It all amounts to the Shepherd dropping into each new area, which really aren’t as large as they first appear to be, finding the powerful people in that region, and running their errands. They tell you what they need and where it is. You kill something that’s standing in front of it, or bargain with someone who has it in their possession. You repeat that process.
And interacting with those errand-dolling characters can be painful. The voice acting in Arcania ranges from the bottom end of passable to elementary school holiday play. It’s awful, and the characters rarely have anything interesting to say anyway. But every time another ludicrous British accent or insane put-on voice floods the speakers, the accompanying involuntary cringe makes you tumble out of the world. But this is a role-playing game — if you’re not drawn forward in the role you’re playing, there just really isn’t any game.

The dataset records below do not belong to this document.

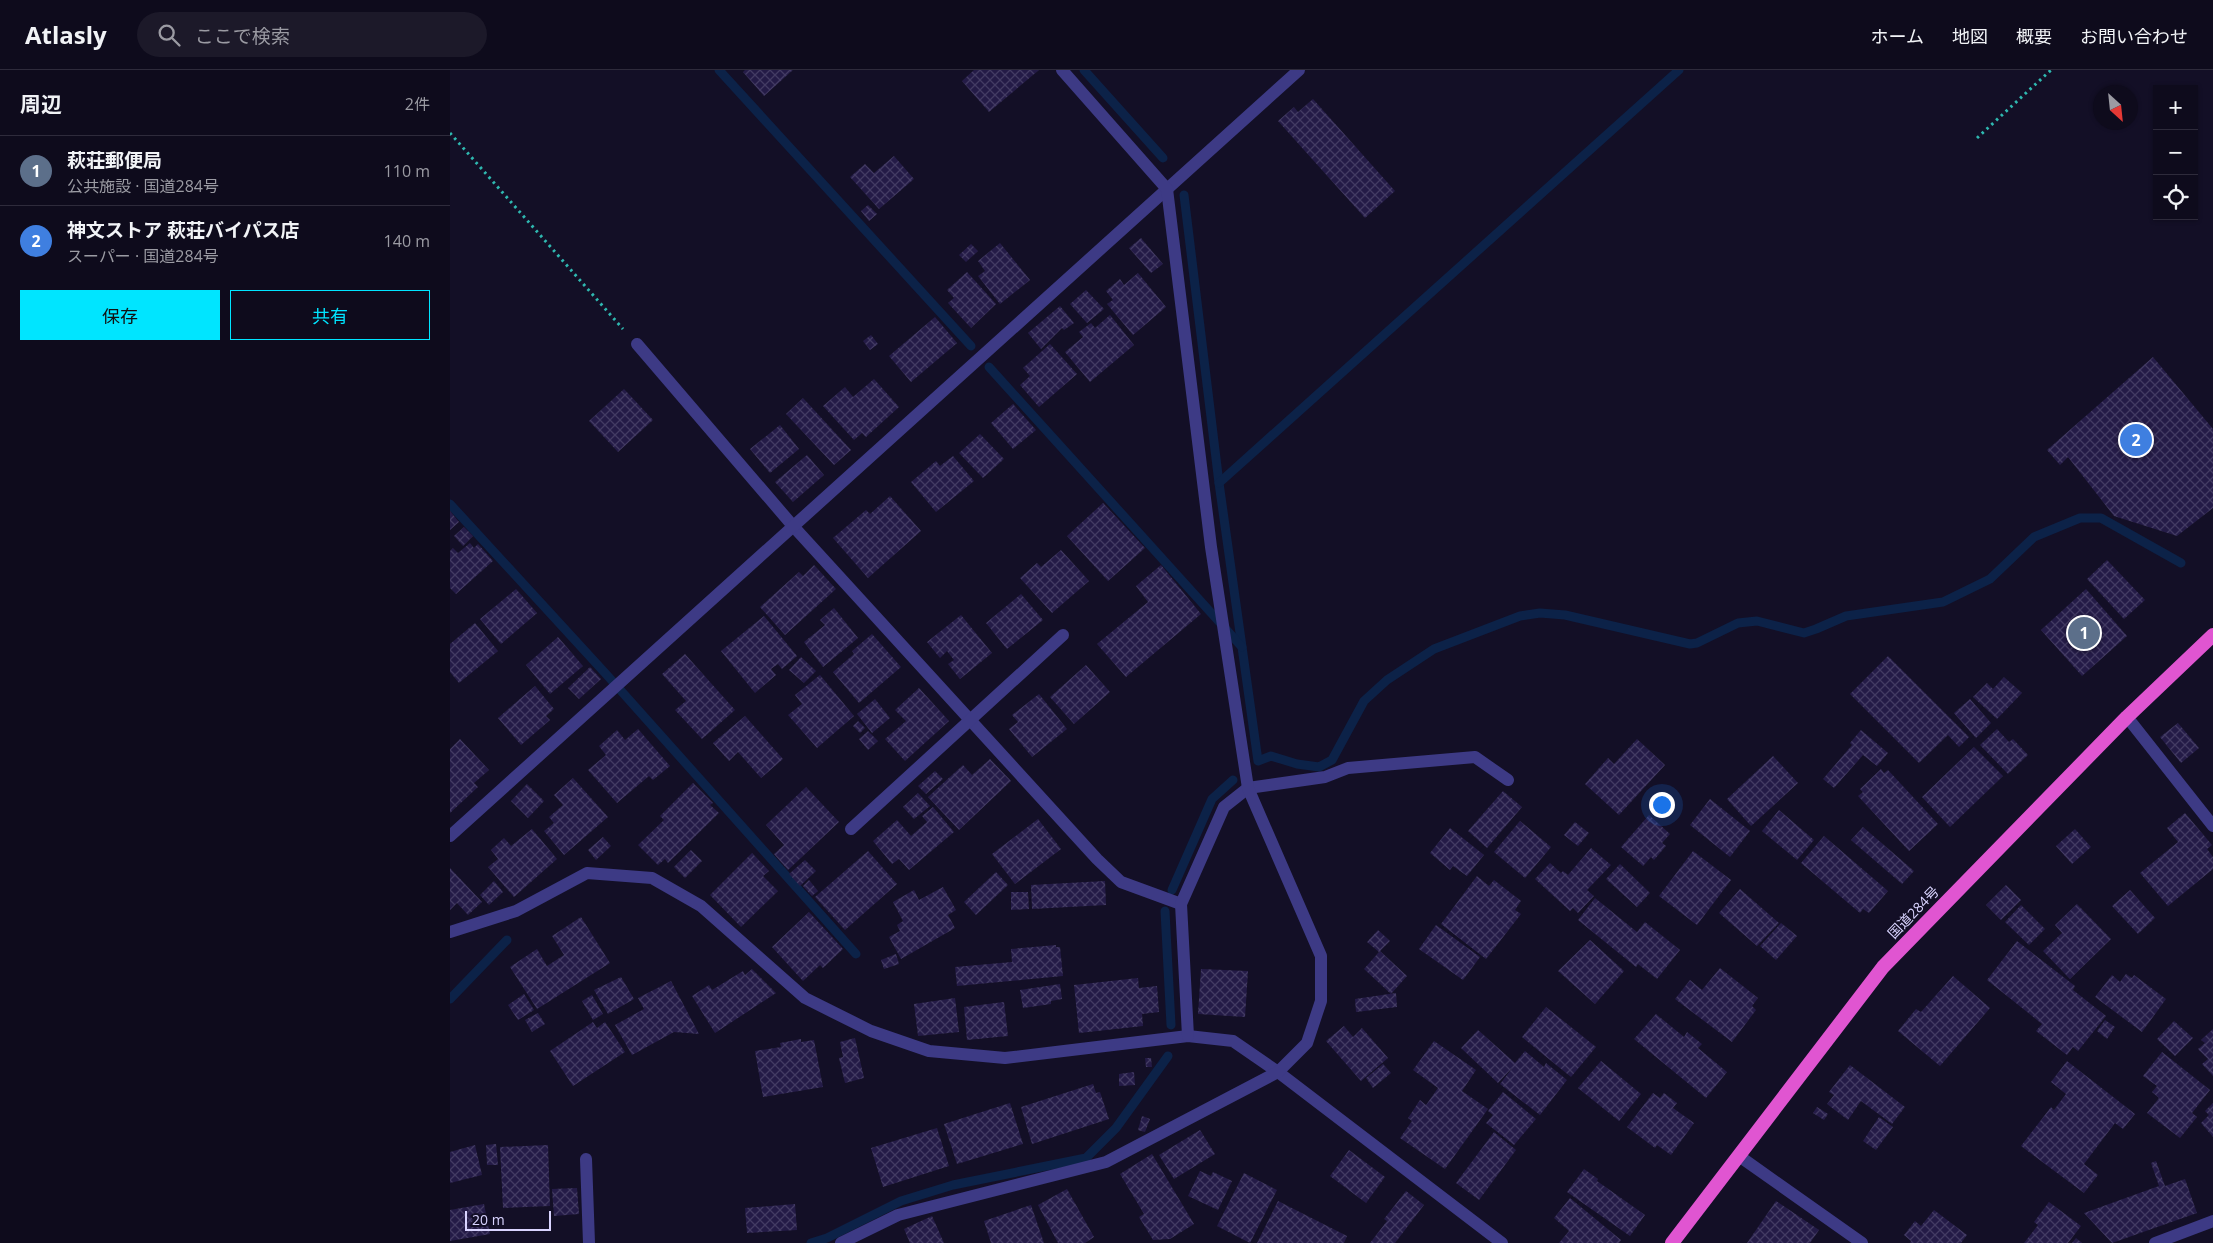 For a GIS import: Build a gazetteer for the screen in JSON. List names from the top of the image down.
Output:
{
  "streets": {
    "highway": ["国道284号"]
  },
  "scale_bar": "20 m",
  "north": "bottom right",
  "page": {
    "header": "Atlasly",
    "search": "ここで検索",
    "nav": [
      "ホーム",
      "地図",
      "概要",
      "お問い合わせ"
    ],
    "heading": ["周辺", "2件"],
    "map_buttons": ["+", "−"],
    "list": [
      {
        "mark": "1",
        "name": "萩荘郵便局",
        "note": "公共施設 · 国道284号",
        "value": "110 m"
      },
      {
        "mark": "2",
        "name": "神文ストア 萩荘バイパス店",
        "note": "スーパー · 国道284号",
        "value": "140 m"
      }
    ],
    "buttons": ["保存", "共有"],
    "pins": ["2", "1"],
    "scale": "20 m"
  }
} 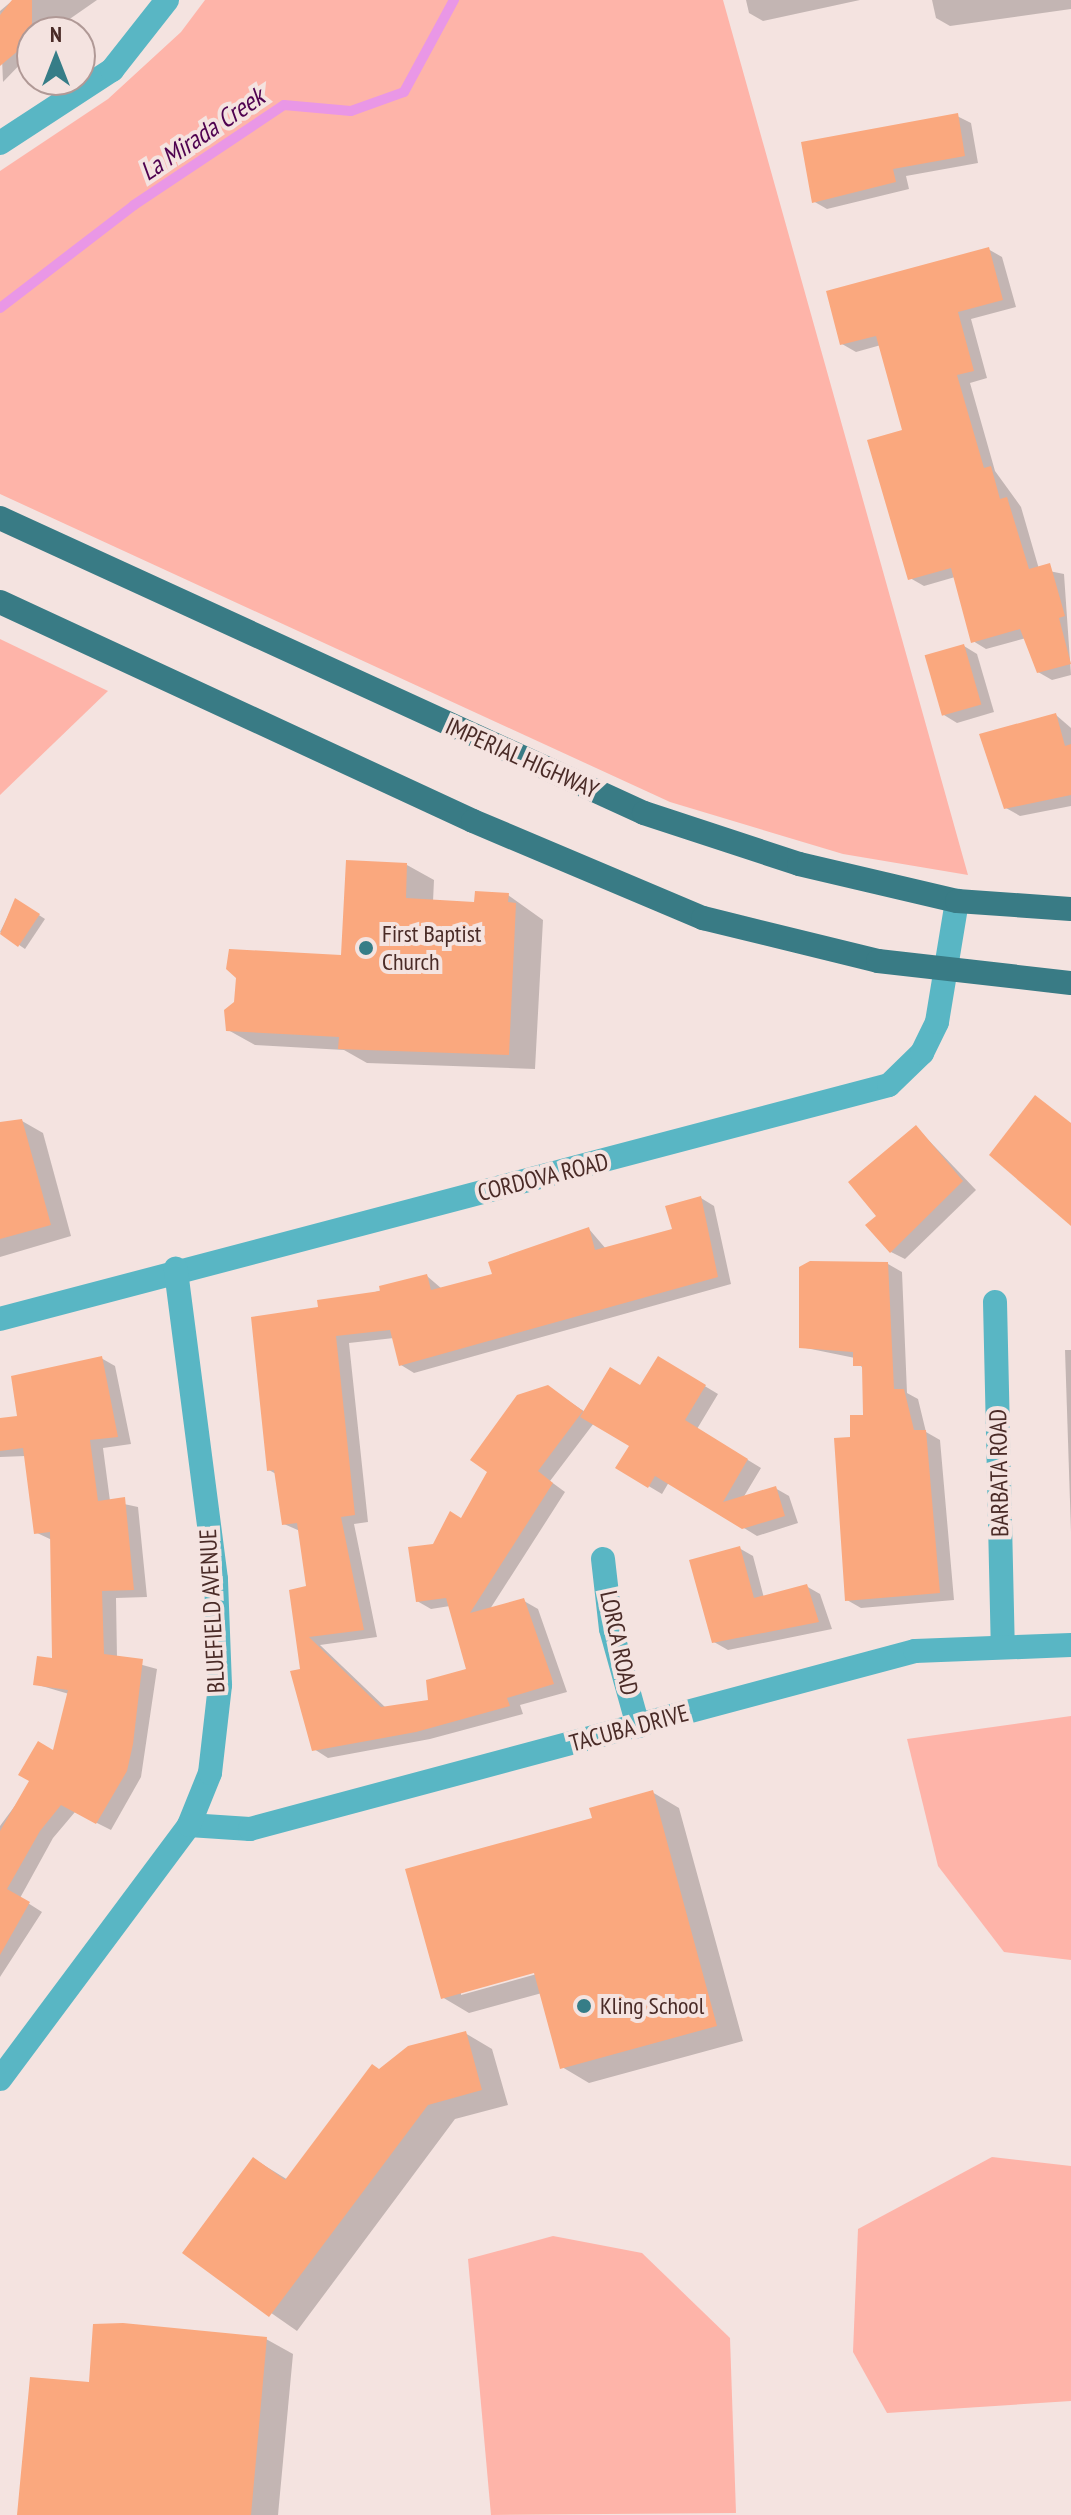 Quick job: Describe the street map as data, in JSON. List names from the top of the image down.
{
  "streets": {
    "main road": ["IMPERIAL HIGHWAY"],
    "street": [
      "CORDOVA ROAD",
      "BARBATA ROAD",
      "BLUEFIELD AVENUE",
      "LORCA ROAD",
      "TACUBA DRIVE"
    ]
  },
  "crossings": [
    ["IMPERIAL HIGHWAY", "CORDOVA ROAD"],
    ["CORDOVA ROAD", "BLUEFIELD AVENUE"],
    ["BARBATA ROAD", "TACUBA DRIVE"],
    ["BLUEFIELD AVENUE", "TACUBA DRIVE"],
    ["LORCA ROAD", "TACUBA DRIVE"]
  ],
  "water": ["La Mirada Creek"],
  "places": ["First Baptist Church", "Kling School"],
  "north": "top"
}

Arcania is decent entry into the fantasy RPG fold, and had it been released before Oblivion or Fable and the like, it probably could have performed a lot better and found a bigger audience. But this is a game that already feels dated. It never marks you or leaves you with a memorable experience. Before some of those great games, it could have been possible to have a pretty good time with Arcania. Having played those, however — this feels like something key is missing.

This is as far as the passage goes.